Литовский язык сначала преподавал какой-то продавец, который хорошо знал русский язык. Он говорил: «Зачем вам, девочки, знать литовскую грамматику? Вам нужно только знать: berniukas, mergaitė, šokiai, aš tave myliu, laba diena, labas vakaras, ačiū – и достаточно». Приходил с солидным портфелем из толстой натуральной кожи и порядок в классе поддерживал, ударяя этим портфелем по столу.

Но когда мы учились в 7 и 8 классе гимназии, к нам пришла профессиональная учительница литовского языка, окончившая Вильнюсский университет. Она просила, чтобы к ней обращались – Tamsta mokytoja. Но наша бурная ученица Раля Левитан сказала, что мы так не привыкли, и вынудила её сказать своё имя, а потом и имя отца, чему она очень удивилась.

Так потом её и звали – Йоня Эдуардовна.

Очень её уважали за знания, умение вести уроки и очень большую справедливость.

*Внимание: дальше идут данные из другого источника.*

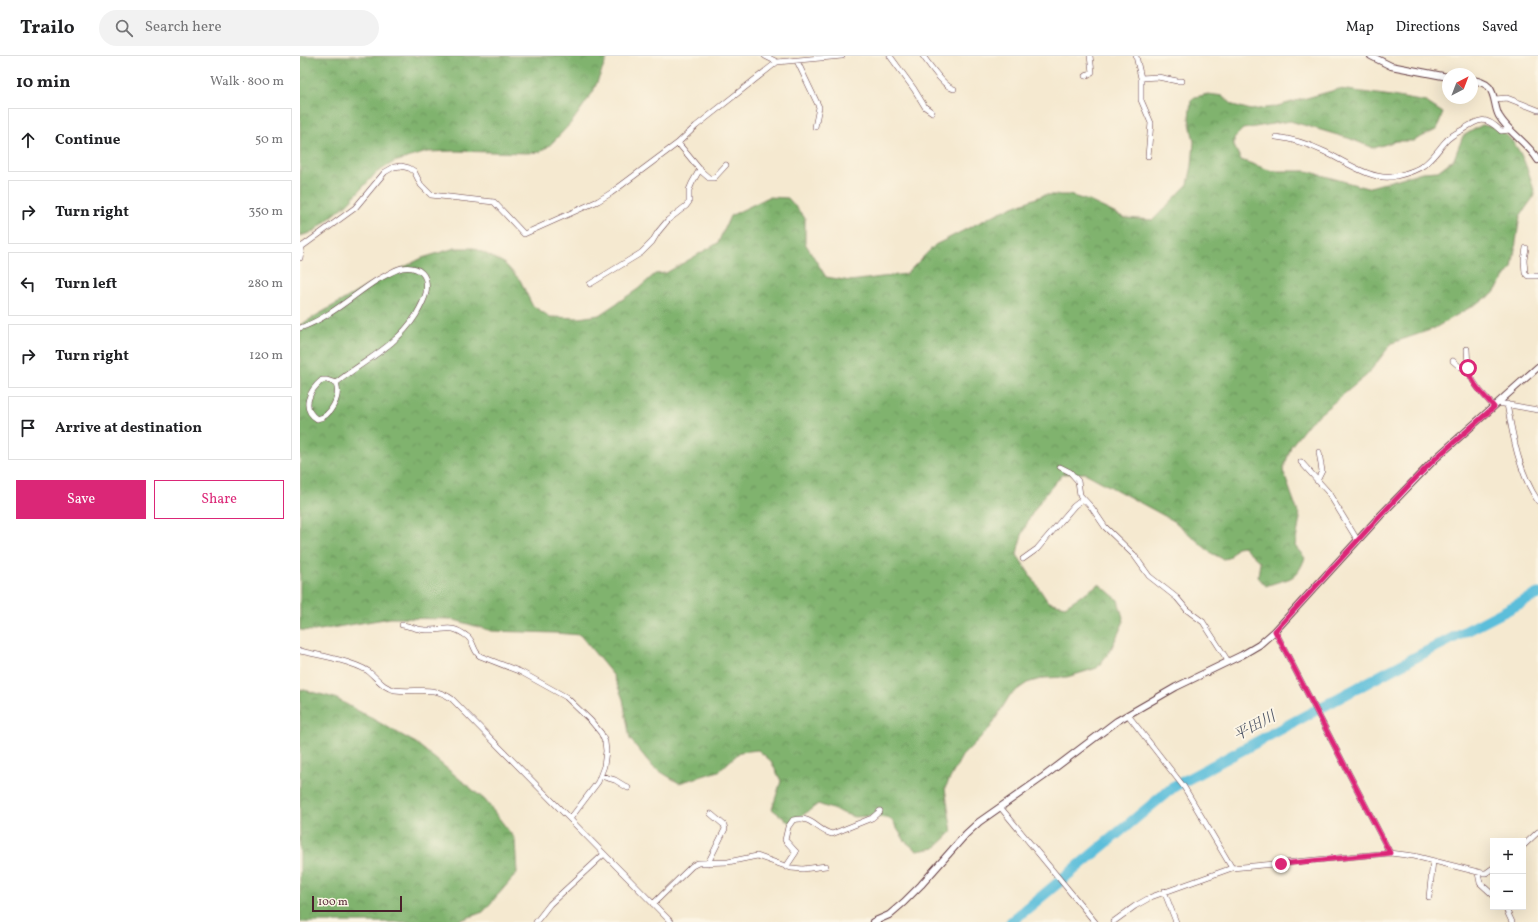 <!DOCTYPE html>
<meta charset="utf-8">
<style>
:root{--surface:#fff;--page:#f2f2f2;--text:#202124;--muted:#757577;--line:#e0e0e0;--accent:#db2777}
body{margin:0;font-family:Vollkorn,"Noto Serif JP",serif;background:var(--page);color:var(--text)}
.controls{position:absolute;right:12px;bottom:12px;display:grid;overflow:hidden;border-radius:0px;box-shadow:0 4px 16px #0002}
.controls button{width:36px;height:36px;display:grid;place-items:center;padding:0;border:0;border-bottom:1px solid var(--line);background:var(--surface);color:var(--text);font:20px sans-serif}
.compass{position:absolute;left:1142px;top:12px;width:36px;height:36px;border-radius:50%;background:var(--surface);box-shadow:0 4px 16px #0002;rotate:42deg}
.scale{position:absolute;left:12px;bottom:10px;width:90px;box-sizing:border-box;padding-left:4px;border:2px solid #4a1f2b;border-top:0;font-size:11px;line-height:14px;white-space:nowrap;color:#4a1f2b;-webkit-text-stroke:3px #fcf5e5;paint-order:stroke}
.stop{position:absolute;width:12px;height:12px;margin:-9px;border:3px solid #db2777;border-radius:50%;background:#fff}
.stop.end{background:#db2777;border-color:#fff;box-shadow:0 1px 4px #0008}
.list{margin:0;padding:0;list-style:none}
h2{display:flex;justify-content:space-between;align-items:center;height:52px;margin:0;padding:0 16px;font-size:17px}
h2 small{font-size:13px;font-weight:400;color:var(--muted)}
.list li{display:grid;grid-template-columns:26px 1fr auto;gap:12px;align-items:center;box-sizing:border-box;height:64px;margin:0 8px 8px;padding:0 8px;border:1px solid var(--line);border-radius:0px}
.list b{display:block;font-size:15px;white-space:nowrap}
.list em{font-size:13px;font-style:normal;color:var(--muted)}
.actions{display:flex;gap:8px;padding:12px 16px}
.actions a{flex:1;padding:9px 0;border:1px solid var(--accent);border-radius:0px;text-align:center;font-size:14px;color:var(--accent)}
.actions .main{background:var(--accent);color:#fff}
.icon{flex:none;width:22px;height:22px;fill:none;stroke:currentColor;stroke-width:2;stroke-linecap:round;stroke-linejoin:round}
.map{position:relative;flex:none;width:1238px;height:866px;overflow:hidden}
header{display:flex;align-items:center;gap:24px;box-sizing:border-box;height:56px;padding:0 20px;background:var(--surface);border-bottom:1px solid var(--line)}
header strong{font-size:19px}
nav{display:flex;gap:22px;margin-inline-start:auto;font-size:14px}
.search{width:280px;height:36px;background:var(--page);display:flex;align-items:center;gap:10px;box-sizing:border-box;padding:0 14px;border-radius:22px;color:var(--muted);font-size:15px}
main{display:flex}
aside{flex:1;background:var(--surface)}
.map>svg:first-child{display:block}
</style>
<header>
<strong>Trailo</strong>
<div class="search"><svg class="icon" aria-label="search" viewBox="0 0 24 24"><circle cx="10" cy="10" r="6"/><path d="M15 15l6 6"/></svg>Search here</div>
<nav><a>Map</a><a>Directions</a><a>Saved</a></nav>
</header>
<main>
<aside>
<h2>10 min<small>Walk · 800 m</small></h2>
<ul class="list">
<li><svg class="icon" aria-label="ahead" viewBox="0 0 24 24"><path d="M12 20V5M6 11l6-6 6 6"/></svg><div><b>Continue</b></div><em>50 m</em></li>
<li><svg class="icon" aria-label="right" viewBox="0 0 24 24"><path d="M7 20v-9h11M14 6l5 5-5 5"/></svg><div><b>Turn right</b></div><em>350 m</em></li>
<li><svg class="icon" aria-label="left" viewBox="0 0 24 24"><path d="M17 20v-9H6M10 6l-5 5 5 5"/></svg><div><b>Turn left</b></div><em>280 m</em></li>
<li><svg class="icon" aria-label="right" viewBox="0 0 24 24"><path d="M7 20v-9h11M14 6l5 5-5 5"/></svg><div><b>Turn right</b></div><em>120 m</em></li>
<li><svg class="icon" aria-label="arrive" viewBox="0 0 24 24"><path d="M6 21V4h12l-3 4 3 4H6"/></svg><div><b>Arrive at destination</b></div></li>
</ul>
<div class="actions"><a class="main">Save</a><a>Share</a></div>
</aside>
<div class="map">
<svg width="1238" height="866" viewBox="0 0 1238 866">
<defs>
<pattern id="forest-crowns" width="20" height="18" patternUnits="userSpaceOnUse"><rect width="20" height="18" fill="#80b36e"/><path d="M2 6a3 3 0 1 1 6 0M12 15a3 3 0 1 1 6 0" fill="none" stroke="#6b915b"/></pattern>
</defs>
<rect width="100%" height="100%" fill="#fcf5e5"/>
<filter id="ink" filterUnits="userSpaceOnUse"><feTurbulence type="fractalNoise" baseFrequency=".025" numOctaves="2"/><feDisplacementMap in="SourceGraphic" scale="8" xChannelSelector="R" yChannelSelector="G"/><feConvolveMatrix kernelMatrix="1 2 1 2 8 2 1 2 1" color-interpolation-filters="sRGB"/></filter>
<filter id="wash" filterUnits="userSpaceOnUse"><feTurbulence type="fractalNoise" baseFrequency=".012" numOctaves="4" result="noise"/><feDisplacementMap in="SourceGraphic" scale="16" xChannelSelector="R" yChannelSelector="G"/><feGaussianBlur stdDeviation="0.9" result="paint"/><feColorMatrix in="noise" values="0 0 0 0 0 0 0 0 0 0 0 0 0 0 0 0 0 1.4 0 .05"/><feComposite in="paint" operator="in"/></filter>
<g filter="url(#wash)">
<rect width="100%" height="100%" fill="#f5e9d0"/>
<path fill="url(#forest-crowns)" stroke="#65694c" d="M0,0H308L293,36L272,66L250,89L240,96L227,97L155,95L127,96L94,106L76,117L47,148L13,176L0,180Z
M1039,33L1092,40L1126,46L1143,57L1136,74L1113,85H1096L1074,92L1048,82L990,65L943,73L934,82V90L941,104L972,115H1007L1067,132L1122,116L1138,115L1154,103L1163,80L1182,69C1186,70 1193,70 1197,72C1220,85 1229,115 1235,139L1220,160L1212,212L1193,238L1133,273L1092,287L1067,319L1010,366L991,390L983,415L1000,462L995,490L1005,502C995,527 989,521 966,530L958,521L960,506L943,490L937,491L929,502L923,503L911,497L874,465L785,417L763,418C741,442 722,466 717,499L748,546L765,550L799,528L818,544L824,565L810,595L797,612L767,621L744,622L727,627L710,639L690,672L662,700L645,732L652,776L635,792L617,795L605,785L591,763L573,760L554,761L518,748L491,768L472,753L481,725L471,705L458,694L440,696L419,715L379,727L353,711L330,683L323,643L313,619L280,579L255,577L192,575L151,563L90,562L14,575L0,574V269L69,229L122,202L155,192H174L204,207L220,224L232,249L250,261L279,262L299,259L338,233L355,218L366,217L418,187L430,160L469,141L488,142L505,162V187L526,221L550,225L606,218L635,189L700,156L744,139H769L789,145L825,162L853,164L888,128L892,110L894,86L889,62L891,44L895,41L908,38L923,40L933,49L951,54L974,51Z
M0,633L35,642L116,687L185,744L215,783L217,817L183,856L156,866H0Z"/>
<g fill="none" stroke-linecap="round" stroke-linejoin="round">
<path stroke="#5cbeda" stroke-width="11" d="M711,866L866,737L875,730L1089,615L1238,538"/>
</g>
</g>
<g filter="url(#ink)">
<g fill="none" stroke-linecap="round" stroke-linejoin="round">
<g stroke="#643d44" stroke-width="6">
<path id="minor" d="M465,0L477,6L542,0
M590,0L614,33L625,51L632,56
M623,0C629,8 644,31 654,33
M836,0L841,22V44L851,67L848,100
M497,5L519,51L515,71
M786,20L792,16L790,0
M841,22L858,21L877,25H882
M1195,43L1207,42L1238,54
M976,81C993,83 1008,88 1023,95C1043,104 1074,127 1096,120C1105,118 1117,114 1124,109C1133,102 1138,94 1145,86C1149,81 1156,77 1162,74C1180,62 1185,60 1201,75L1210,74
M378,87L402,116L409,122H414L426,109
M0,192L55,152L85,116L94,111L101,110L109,112L114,115L121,129L131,139L194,146L224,178L298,145L311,137L378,87L396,70L477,6
M1226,192L1224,204L1225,217L1228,220H1238
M0,202L2,190
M290,228L341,197L352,186L358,176L368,164L386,150L389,146V134L392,127L400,113
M0,272C29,262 52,240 77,224C85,220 94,214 102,212C109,211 116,211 122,217C127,222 127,230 126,237C124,245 120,252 116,259C96,291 64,304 36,327
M1167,293C1168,326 1174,327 1194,351
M1153,305L1160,311L1168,312
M22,324H27L36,327C41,340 31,361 17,363C0,352 10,334 22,324Z
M1198,347L1238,354
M1207,348C1213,381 1219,417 1238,445
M1001,406L1028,436L1058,485
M760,411L770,416L778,425L780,439L792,452L805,471L834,499L849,520L877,542L887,554L903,566L928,605
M1017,425L1022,415L1019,396
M723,503L737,493L774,450L783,443
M102,569C110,570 118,574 126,574C146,575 150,567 168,581C174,586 173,595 180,600L221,616L266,641L291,665L301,677L305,686L306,695L304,710L298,726L270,763
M975,575L1090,797
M0,595C19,599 52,605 68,615C77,622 83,632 95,634C116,637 133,629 152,643L371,866
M828,659L884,731L932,812
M301,720L315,724L328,732
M701,752L795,866
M1223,790L1238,776
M408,807L425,773L424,769L411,758
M486,811L496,796L485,784L488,771L493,764C513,759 515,774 532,778L572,762L580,755
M1178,817L1180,827L1193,839
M864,835L876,866
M1129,841L1133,805
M353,848L392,810L398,807L428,806L457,800L491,812L503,813L526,810
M1205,851L1212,866
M236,866L250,848L304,798
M813,866L835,850L851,841L932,812L1090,797L1114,800L1182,817H1186L1193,812"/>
</g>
<g stroke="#643d44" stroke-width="8">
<path id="tertiary" d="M1071,0L1091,10L1148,21
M1172,24C1178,25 1184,26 1189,31C1196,40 1194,51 1199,60C1209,77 1228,87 1238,104
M573,866L589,859L604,846L621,829L666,778L679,766L743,721L817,665L876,631L942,599L959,589L975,575L1080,460L1135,403L1238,311"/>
</g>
<use href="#minor" stroke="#fff" stroke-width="5"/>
<use href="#tertiary" stroke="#fff" stroke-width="6"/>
</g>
</g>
<g fill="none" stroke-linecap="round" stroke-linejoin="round" filter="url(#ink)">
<path stroke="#db2777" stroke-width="5" d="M981,808L1090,797L975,575L1080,460L1111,427L1135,403L1194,351C1184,339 1171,328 1168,312"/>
</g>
<g text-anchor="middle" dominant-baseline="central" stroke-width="4" stroke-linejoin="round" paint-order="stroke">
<g font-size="15" font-style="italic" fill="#505768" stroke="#fcf5e5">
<text transform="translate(955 671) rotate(-28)">平田川</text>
</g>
</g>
</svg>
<div class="controls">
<button>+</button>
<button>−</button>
</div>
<svg class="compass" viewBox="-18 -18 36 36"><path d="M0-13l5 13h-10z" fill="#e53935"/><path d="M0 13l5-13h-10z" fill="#757577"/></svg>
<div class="scale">100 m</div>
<div class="stop" style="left:1168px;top:312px"></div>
<div class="stop end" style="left:981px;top:808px"></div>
</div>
</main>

На выпускном вечере девочки спорили, кто будет сидеть рядом с Йоней.

У меня по всем предметам были пятёрки и только по-литовски – четыре. Все учителя просили не портить девочке золотую медаль.

Но Йоня Эдуардовна сказала: Если она поедет учиться в Россию, я ей поставлю 5, а если останется в Литве – то только 4. Все будут спрашивать: «Кто была твоя учительница?»

А я как раз собралась поступать в Горьковский (Нижнегородский) университет на факультет физики и математики.

Класс наш был очень бурный и беспокойный. Девицы были независимые, с места посылали реплики учителям, особенно Раля Левитан, что очень меня поражало. У нас, на Урале, была очень хорошая дисциплина и уважение к учителям. В классе было восемь девочек еврейской национальности, оставшихся в живых после войны. Несколько было дочерей военнослужащих. Например, отец моей подруги Тамары Родионовой был военный инженер – сапёр, прошедший всю войну до Германии.

Это его строительный батальон строил мост через Неман в Алексотас. Видно неплохо построили, что ремонт был только в прошлом году, через 60 лет.

Девочки бегали на танцы в 4-ую гимназию и в 3-тье здание Политехнического института. У нас в гимназии была неплохая самодеятельность, был хор и драмкружок, в котором я участвовала.

Мы ставили сцены из Чехова и Островского. У мальчиков тоже была неплохая самодеятельность. Вот, например, из моего школьного дневника:

«В школе две субботы подряд были вечера. На одном пионерская самодеятельность и потом танцы, а на другом Лев Дмитриевич читал доклад «О талантливости».